1. Fatty Liver Damages Other Organs Through

Intra-organ Communication

Non-alcoholic fatty liver disease is now a widely prevalent health condition. DZD researchers of the Institute for Diabetes Research and Metabolic Diseases (IDM) of Helmholtz Zentrum München at the University of Tübingen studied the influence of NAFLD in other organs in the body. NAFLD not only increases the risk of chronic liver diseases (liver cirrhosis and liver cancer), but also type 2 diabetes and cardiovascular diseases. The cause for this is the altered secretion behavior of the fatty liver. It increasingly produces glucose, unfavorable fats and proteins, such as the hepatokine fetuin-A, all of which it releases into the bloodstream, enter other organs and cause adverse reactions there.

Approximately one-third of the pancreatic adipose tissue consists of adipose precursor cells (a kind of stem cells) in addition to the mature adipose cells. If the pancreatic adipose cells are treated with fetuin-A in cell cultures, the mature adipose cells -- but in particular the adipose precursor cells in interaction with the islet cells -- increasingly produce inflammation markers and immune-cell-attracting factors.

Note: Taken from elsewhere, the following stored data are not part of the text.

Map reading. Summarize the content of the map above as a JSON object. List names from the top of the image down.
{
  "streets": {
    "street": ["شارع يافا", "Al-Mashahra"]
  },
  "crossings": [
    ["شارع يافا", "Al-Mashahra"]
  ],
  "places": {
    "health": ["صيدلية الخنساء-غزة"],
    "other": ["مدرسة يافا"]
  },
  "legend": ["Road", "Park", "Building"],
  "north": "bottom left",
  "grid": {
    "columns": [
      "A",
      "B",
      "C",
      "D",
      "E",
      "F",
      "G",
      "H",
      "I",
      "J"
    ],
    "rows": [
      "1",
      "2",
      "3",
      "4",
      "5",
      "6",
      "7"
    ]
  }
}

In summary, these analyses, published in the journal 'Diabetologia', suggest that a fatty liver, together with a fatty degeneration of the pancreas, triggers an increased local immune cell infiltration and inflammation that accelerate the course of the disease.

The original function of adipose tissue is to have a protective effect. For example, adipose tissue located around blood vessels or the kidney has regenerative properties. "The factor that leads to pathological changes is fetuin-A, which is produced by the fatty liver," said Professor Dorothea Siegel-Axel, head of the working group "Adipose Tissue and Complications" in Tübingen. As a result, instead of protecting tissue as before, the adipose tissue now elicits inflammatory processes. This leads to a restriction of renal function. This is demonstrated by studies on arteries and the kidney, which have recently been published by the working group in the journal 'Scientific Reports'.